Ini Tanggapan Peneliti Universitas Leiden Mengenai Rencana Pemindahan Ibukota
Font: Ukuran: - +
Profesor Studi Kontemporer Indonesia dari Universitas Leiden, David Henley. Foto :VIVAnews/Arrijal Rachman
DIALEKSIS.COM | Jakarta - Profesor Studi Kontemporer Indonesia dari Universitas Leiden, David Henley, memandang negatif rencana pemindahan ibu kota Indonesia dari Jakarta ke salah satu wilayah di Pulau Kalimantan. Pemindahan ibu kota ke wilayah itu dianggap hanya akan menyebabkan para pejabat publik tidak mengetahui realitas sesungguhnya dari kondisi Indonesia.
Dia mencontohkan hal itu dari kondisi yang terjadi di Nigeria. Pada 1976, Nigeria memindahkan ibu kotanya dari Lagos ke Abuja, kemudian diresmikan sebagai ibu kota pada 1991. Namun, setelah dipindahkan tersebut, Abuja menjadi satu-satunya kota yang penuh kemewahan karena memang telah didesain secara terencana.

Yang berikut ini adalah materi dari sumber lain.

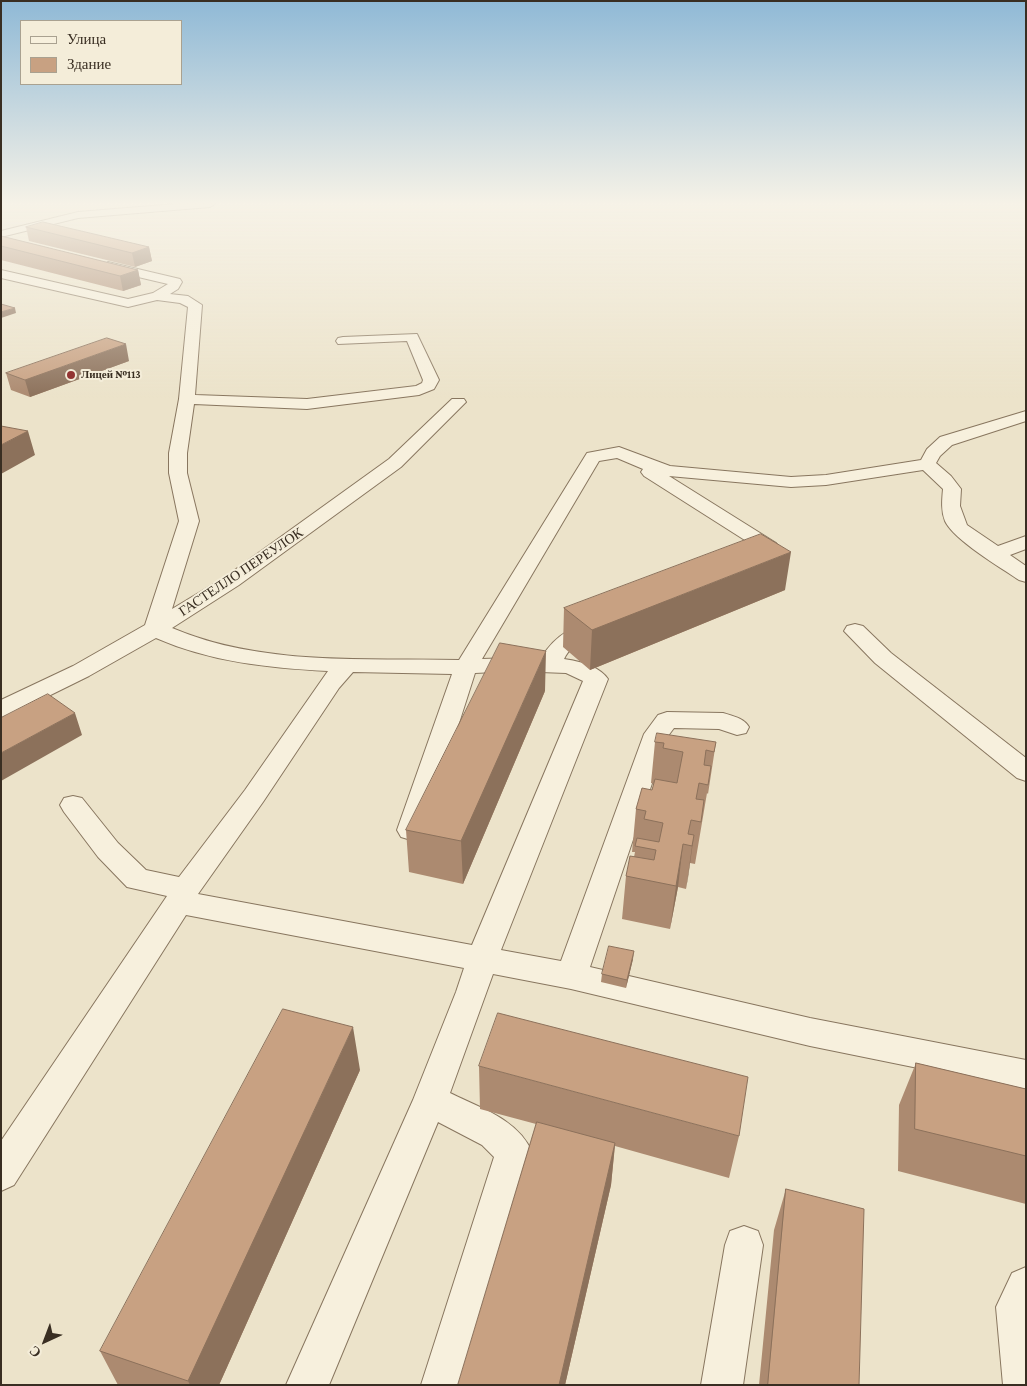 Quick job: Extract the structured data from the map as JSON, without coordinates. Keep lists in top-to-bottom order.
{
  "streets": {
    "street": ["ГАСТЕЛЛО ПЕРЕУЛОК"]
  },
  "places": ["Лицей №113"],
  "legend": ["Улица", "Здание"],
  "north": "bottom left"
}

"Saya sudah melihat itu terjadi di Nigeria, saya pernah bermalam beberapa kali di Abuja dan ini bukan Nigeria. Banyak politisi yang tinggal di lingkungan yang sangat artifisial, istimewa, dan terpencil itu, dan mungkin tidak baik untuk pengambilan keputusannya," kata dia dalam sebuah diskusi di Jakarta, Minggu, 25 Agustus 2019.

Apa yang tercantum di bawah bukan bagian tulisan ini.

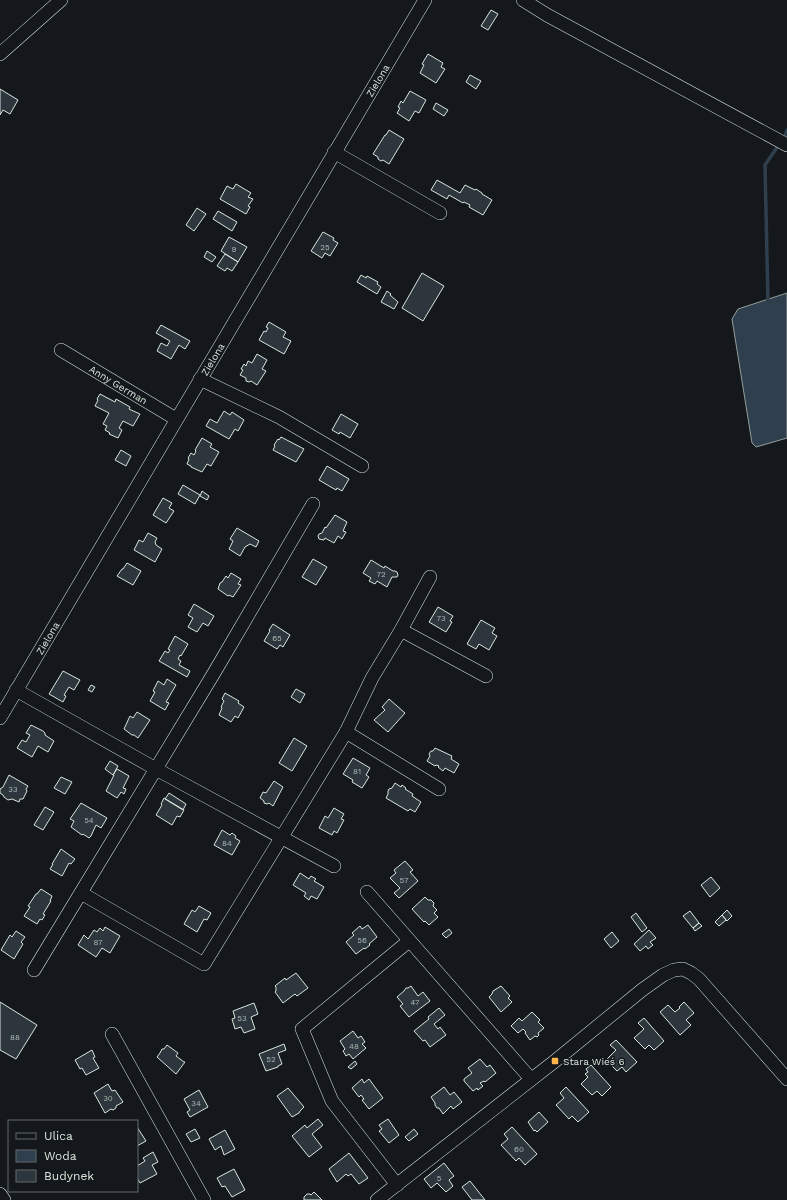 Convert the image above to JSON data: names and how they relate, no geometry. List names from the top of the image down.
{
  "streets": {
    "street": ["Zielona", "Anny German"]
  },
  "crossings": [
    ["Zielona", "Anny German"]
  ],
  "places": {
    "transit": ["Stara Wieś 6"]
  },
  "house_numbers": [
    "25",
    "9",
    "72",
    "73",
    "65",
    "81",
    "33",
    "54",
    "84",
    "57",
    "56",
    "87",
    "47",
    "53",
    "88",
    "48",
    "52",
    "30",
    "34",
    "60",
    "5"
  ],
  "legend": ["Ulica", "Woda", "Budynek"]
}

Menurut Henley, potensi itu akan terjadi juga di Indonesia, di mana pemerintah berencana memindahkan ibu kotanya di suatu tempat yang baru di tengah-tengah belantara pulau Kalimantan dengan anggaran mencapai Rp466 triliun. Padahal, Jakarta menyimpan segudang masalah ekonomi sosial yang mencerminkan keseluruhan kondisi Indonesia.
"Saya setuju itu tidak perlu, itu buang-buang uang saja dan juga para pejabat maupun politisi akan terisolasi di kota baru yang megah, yang dibangun dengan indah di tengah-tengah Kalimantan, Sulawesi atau di mana pun itu. Mereka akan lebih cenderung kehilangan kontak dengan realitas populasi masyarakat secara umum," tuturnya.

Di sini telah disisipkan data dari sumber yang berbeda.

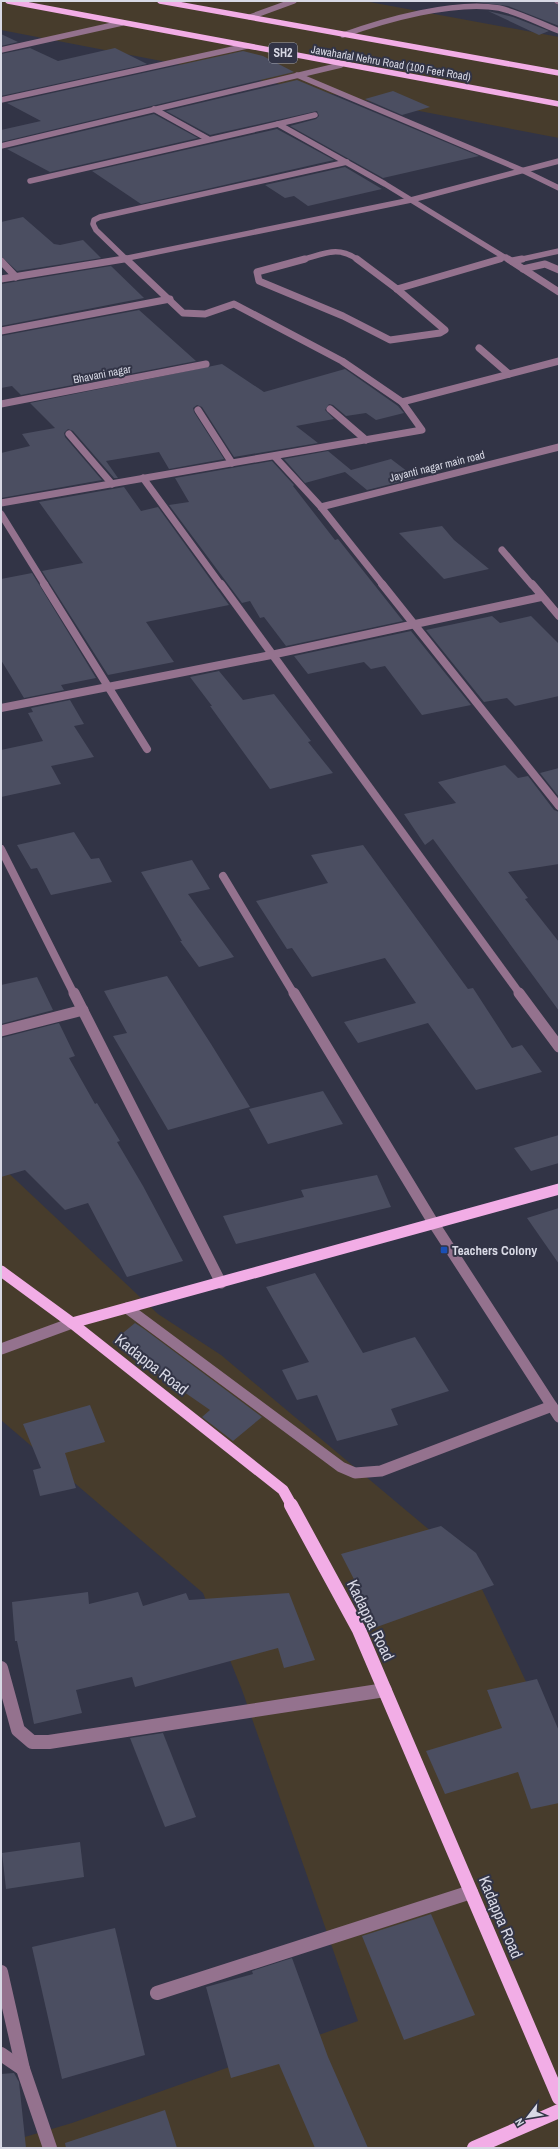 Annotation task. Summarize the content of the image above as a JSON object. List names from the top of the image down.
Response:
{
  "streets": {
    "main road": ["SH2", "Jawaharlal Nehru Road (100 Feet Road)", "Kadappa Road"],
    "street": ["Bhavani nagar", "Jayanti nagar main road"]
  },
  "places": {
    "transit": ["Teachers Colony"]
  },
  "north": "bottom left"
}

Jika anggaran pemindahan ibu kota tersebut dikatakannya digelontorkan fokus untuk memperbaiki segala persoalan ekonomi sosial di Jakarta saat ini, seperti banjir, kemacetan, ketimpangan yang sangat besar antara penduduk miskin dan kaya, itu akan bisa menyelesaikan masalah di Jakarta, sambil juga memperbaiki kondisi daerah-daerah lainnya.
"Kebutuhan dan tekanan-tekanan mendesak dari Jakarta itu sendiri mungkin terabaikan karena seperti Jakarta dalam bahaya akan tenggelam di bawah air, perlu uang dan upaya untuk mencegahnya. Dan itu mungkin tidak akan terjadi jika politisi nasional anda tidak di Jakarta, mereka ada di tempat lain yang jauh," tutur David. (im/vivanews)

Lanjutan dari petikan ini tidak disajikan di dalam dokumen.